Photo by AER Design Doc.
How did you get into architecture?
I graduated from university during the [1997-1998] financial crisis in the country. At that time, economic development was still struggling, let alone the field of architecture. I thought at least I wanted to try doing something that was connected to the lessons I studied at school, to keep learning and to earn some money at the same time. Lo and behold, this has gone on until today.
Tell us about your first project.
My first project was a mall. At that time I was working for an architecture firm belonging to my senior. For my first personal project, I tried to take up a residential project.
Which project has been the most memorable for you?
The Yello Hotel that I finished last year. It was a collaboration with a solid team whose members truly supported one another. The most memorable thing was the design process, which I really loved. Architectural design has a special value when it’s in process. That’s where we grow, learn to improvise, and especially to learn from our mistakes.
What do you think about the development of design in Surabaya?
Surabaya is a unique market. Owners and clients here are not similar to those from Jakarta or other cities. This is perhaps an influence of the segmentation in Surabaya as an industrial and commercial city. This is different from say Yogyakarta or Bali, where the people deal with elements of “art” on a daily basis. At the moment, design development in the city has been good and appealing–especially after the emergence of new design bureaus as the brainchildren of young Surabayan designers. Their movements are getting more significant and the ideas are always fresh–and sometimes mischievous. These usually end up being a trigger and catalyst for the other designers to move forward and make their own marks. This is something positive.
Why open your firm in Surabaya?
I have never picked where I would work. In my mind, wherever there was a job, I would go and do it as best I could. With that mind-set, usually the path will unfold by itself. One job will lead to another, from one friend to another. As it turns out, I am still working in this beloved City of Heroes.
What’s most attractive about the city for you?
From the point of view of an architect, Surabaya is full of history and tales.

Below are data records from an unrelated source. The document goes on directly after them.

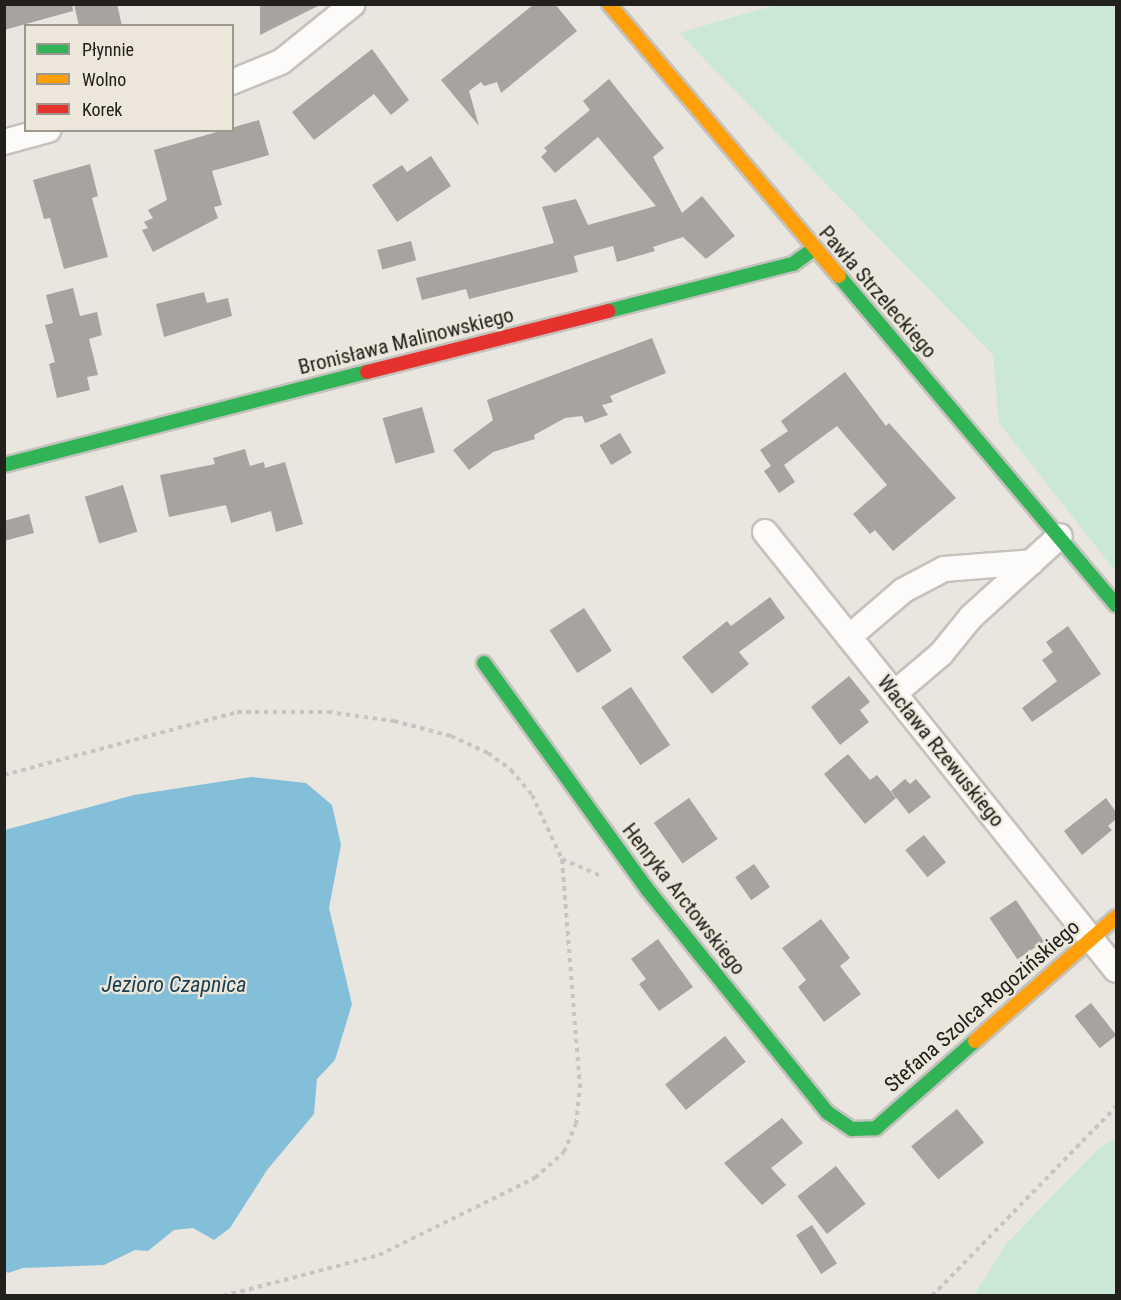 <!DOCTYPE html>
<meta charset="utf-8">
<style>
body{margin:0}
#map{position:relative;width:1121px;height:1300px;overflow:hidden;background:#e9e6df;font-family:"Roboto Condensed",sans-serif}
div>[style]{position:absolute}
.green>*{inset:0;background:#cbe8d6}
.water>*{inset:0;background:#84bfda}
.building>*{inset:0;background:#a6a3a1;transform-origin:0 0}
.path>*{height:4px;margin-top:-2px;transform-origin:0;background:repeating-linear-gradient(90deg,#c6c5c3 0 4.5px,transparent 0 9px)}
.roads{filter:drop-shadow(2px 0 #c5c2be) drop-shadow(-2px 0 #c5c2be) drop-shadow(0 2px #c5c2be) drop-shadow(0 -2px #c5c2be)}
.street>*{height:24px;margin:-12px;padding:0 12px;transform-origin:12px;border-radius:12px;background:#fcfbfa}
.fast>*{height:14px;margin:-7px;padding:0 7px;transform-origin:7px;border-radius:7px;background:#30b455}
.slow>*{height:14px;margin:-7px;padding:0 7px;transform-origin:7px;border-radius:7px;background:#ff9f0a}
.jam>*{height:14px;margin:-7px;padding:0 7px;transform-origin:7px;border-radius:7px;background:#e5322d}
span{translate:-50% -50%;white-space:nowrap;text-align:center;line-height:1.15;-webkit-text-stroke:4.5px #ede7db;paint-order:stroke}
.street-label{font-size:21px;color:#22201c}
.water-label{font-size:22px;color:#183e50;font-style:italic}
.frame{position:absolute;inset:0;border:6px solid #22201c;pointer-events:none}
.legend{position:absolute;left:24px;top:24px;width:210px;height:108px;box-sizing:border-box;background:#ede7db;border:2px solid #9c978f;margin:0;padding:8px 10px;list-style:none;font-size:18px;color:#22201c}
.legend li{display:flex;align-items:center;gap:12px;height:30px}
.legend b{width:30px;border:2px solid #9c978f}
</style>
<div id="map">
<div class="green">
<i style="clip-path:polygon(779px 4px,1116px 5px,1116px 572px,999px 423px,993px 355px,679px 33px)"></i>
<i style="clip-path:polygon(1116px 1139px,1116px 1295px,974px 1295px,1007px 1243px,1100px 1147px)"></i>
</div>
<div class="water">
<i style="clip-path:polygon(251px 777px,306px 783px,332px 805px,341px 845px,329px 908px,352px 1004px,335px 1060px,317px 1079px,314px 1114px,267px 1170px,230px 1228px,214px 1240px,193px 1228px,174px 1230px,148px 1251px,135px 1250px,104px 1265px,23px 1268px,8px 1273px,4px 1270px,5px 830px,134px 795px)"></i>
</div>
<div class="building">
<i style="clip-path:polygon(4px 4px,72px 4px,73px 11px,4px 30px)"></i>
<i style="clip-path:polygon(74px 4px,117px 4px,122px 26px,79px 26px)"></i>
<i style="clip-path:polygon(260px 4px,322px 4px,260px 35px)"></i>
<i style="clip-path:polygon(534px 4px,555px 4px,577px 31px,501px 93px,497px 82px,484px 86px,481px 82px,469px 91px,479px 126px,441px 80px)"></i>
<i style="clip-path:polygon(372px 49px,409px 100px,391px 115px,374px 94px,314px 140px,292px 112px)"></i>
<i style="clip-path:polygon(609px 79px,664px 148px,653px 157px,682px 213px,702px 196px,735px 236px,706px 259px,683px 237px,653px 247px,655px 251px,617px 262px,613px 246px,574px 256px,578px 272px,469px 299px,466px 289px,422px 300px,416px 278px,554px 243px,542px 207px,576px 199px,588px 225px,656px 206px,598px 137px,555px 173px,541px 157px,547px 151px,544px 148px,590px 110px,583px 101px)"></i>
<i style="clip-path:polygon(259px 120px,269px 155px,212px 171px,222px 205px,214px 207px,218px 218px,153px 252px,142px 230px,148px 228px,144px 222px,153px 218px,148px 210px,167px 200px,154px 150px)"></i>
<i style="clip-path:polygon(431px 156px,451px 186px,397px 222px,372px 185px,402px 165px,407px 172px)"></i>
<i style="clip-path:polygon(90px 164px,98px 196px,92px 198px,108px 257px,64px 269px,50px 218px,44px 219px,33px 180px)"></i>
<i style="left:411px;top:241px;width:20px;height:35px;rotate:75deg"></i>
<i style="clip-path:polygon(73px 288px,80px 316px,97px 312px,102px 335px,89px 339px,98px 375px,87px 377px,90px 390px,57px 398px,49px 364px,55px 362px,45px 325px,53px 323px,46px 295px)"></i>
<i style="clip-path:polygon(204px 292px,207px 303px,228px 298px,232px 316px,164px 337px,156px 304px)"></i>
<i style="clip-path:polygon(652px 338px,666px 373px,610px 396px,613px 402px,602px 405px,608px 415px,585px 423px,582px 416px,565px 418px,534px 435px,535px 439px,493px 452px,469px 470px,453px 450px,493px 420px,487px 400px)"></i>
<i style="clip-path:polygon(845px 372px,886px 426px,889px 423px,956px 498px,893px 551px,875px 530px,870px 534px,853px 514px,887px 485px,837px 426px,784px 465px,795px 482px,779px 493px,764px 471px,771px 466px,760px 450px,788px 431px,781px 421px)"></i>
<i style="left:422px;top:407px;width:47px;height:41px;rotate:74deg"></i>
<i style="left:620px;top:433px;width:23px;height:24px;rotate:59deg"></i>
<i style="clip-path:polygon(245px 449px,250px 466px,264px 462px,265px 468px,285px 462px,303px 524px,276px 532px,271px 511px,231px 523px,226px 505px,169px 517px,160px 475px,215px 464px,213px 458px)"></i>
<i style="left:123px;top:485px;width:49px;height:40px;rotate:73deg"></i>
<i style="clip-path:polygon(29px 514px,34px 533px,4px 541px,4px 521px)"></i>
<i style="clip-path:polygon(770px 597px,785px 618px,739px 652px,749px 664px,712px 694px,682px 657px,727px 621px,731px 626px)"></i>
<i style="left:584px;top:608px;width:51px;height:41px;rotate:57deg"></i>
<i style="clip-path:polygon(1068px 626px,1101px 674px,1032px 722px,1022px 708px,1057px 681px,1042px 660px,1053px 652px,1046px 642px)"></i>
<i style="clip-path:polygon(849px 676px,870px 702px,860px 710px,869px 722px,840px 745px,811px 707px)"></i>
<i style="left:631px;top:687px;width:70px;height:36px;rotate:56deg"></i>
<i style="clip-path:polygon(848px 754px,870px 780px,877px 775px,896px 798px,865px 824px,824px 774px)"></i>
<i style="clip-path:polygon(905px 779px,910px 784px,916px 779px,931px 797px,909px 814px,891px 791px)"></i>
<i style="left:689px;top:798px;width:50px;height:43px;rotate:55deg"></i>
<i style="clip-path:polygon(1106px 798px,1116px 812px,1116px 819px,1108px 826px,1112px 830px,1082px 855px,1064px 831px)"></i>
<i style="left:924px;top:835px;width:35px;height:24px;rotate:51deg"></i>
<i style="left:754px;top:864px;width:28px;height:23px;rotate:55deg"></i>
<i style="left:1016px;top:900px;width:50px;height:32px;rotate:56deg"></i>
<i style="clip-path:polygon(821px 919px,850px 958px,840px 966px,861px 994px,824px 1022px,798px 987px,806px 980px,782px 948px)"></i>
<i style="clip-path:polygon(658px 939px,693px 987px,659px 1011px,639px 984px,646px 979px,631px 959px)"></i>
<i style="left:1091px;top:1003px;width:41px;height:21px;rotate:52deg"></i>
<i style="left:725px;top:1036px;width:33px;height:77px;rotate:51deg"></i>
<i style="left:957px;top:1109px;width:43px;height:59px;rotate:51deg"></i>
<i style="clip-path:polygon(782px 1118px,803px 1143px,771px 1168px,786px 1185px,762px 1205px,724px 1163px)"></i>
<i style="left:836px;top:1166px;width:48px;height:49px;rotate:52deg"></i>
<i style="left:812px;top:1225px;width:46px;height:19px;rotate:57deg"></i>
</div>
<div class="path">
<i style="left:4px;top:775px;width:241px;rotate:-15.1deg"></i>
<i style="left:237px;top:712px;width:91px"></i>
<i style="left:328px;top:712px;width:67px;rotate:7.8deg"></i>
<i style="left:394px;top:721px;width:59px;rotate:14.7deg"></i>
<i style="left:451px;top:736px;width:41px;rotate:24.7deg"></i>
<i style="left:488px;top:753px;width:29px;rotate:36deg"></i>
<i style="left:511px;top:770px;width:33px;rotate:50deg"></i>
<i style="left:532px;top:795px;width:71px;rotate:64.9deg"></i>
<i style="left:562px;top:859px;width:43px;rotate:23.6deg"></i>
<i style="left:223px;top:1296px;width:161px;rotate:-14.7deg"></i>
<i style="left:379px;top:1255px;width:174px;rotate:-26.3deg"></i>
<i style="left:535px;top:1178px;width:39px;rotate:-42deg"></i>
<i style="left:564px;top:1152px;width:30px;rotate:-67deg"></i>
<i style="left:576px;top:1124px;width:36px;rotate:-84deg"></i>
<i style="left:580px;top:1088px;width:230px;rotate:-94.5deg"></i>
<i style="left:932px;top:1296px;width:264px;rotate:-45.8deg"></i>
</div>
<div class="roads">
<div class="street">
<i style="left:232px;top:82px;width:53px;rotate:-22.2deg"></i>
<i style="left:281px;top:62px;width:92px;rotate:-38.9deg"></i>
<i style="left:4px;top:142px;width:46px;rotate:-15.3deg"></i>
<i style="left:765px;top:532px;width:561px;rotate:51.29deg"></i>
<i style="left:849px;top:637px;width:72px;rotate:-40.5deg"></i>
<i style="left:904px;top:590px;width:45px;rotate:-27.7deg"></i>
<i style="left:944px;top:569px;width:88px;rotate:-4.5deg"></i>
<i style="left:895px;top:693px;width:60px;rotate:-40.3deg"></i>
<i style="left:941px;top:654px;width:48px;rotate:-51deg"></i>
<i style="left:971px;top:617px;width:120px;rotate:-42.3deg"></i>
</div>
<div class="fast">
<i style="left:839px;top:276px;width:430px;rotate:49.9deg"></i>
<i style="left:608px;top:311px;width:191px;rotate:-14.3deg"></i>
<i style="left:793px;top:264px;width:26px;rotate:-36deg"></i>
<i style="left:4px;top:465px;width:375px;rotate:-14.4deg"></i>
<i style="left:484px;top:663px;width:279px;rotate:54.2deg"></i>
<i style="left:647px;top:889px;width:288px;rotate:51.1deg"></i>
<i style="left:828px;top:1113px;width:29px;rotate:34deg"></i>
<i style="left:852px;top:1129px;width:24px;rotate:-2deg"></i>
<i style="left:876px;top:1128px;width:132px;rotate:-41.3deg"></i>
</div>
<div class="slow">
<i style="left:609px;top:4px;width:356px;rotate:49.8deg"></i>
<i style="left:975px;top:1041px;width:188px;rotate:-41.3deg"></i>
</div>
<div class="jam">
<i style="left:367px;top:372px;width:249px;rotate:-14.2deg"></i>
</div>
</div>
<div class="street-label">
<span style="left:878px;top:292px;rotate:49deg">Pawła Strzeleckiego</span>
<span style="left:406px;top:341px;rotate:-14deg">Bronisława Malinowskiego</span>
<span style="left:941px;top:751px;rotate:51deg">Wacława Rzewuskiego</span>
<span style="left:684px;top:899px;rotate:52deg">Henryka Arctowskiego</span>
<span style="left:982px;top:1006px;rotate:-41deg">Stefana Szolca-Rogozińskiego</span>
</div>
<div class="water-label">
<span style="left:174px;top:985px">Jezioro Czapnica</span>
</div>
<div class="frame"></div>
<ul class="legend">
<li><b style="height:8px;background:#30b455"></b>Płynnie</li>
<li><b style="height:8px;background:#ff9f0a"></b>Wolno</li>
<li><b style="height:8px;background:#e5322d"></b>Korek</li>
</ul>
</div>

Architecture is not merely about buildings. It’s also about humans and their environment. There are a lot of means that we can use to “learn” from Surabaya. Through photography, for instance, we can learn about the behaviour and habits of people in a certain area. Through sketches, we can understand the unique reliefs and atmospheres of colonial buildings in the old parts of Surabaya. These things enrich our vocabulary and will influence how we create a design. Surabaya has a multitude of mysteries waiting to be unearthed, learned and enjoyed.
What are your hopes for Surabaya?
For Surabaya to remain a city of hope, especially for young architects. I hope that in the future, the design climate of Surabaya will become conducive and can accommodate the creative ideas of the young people of the country.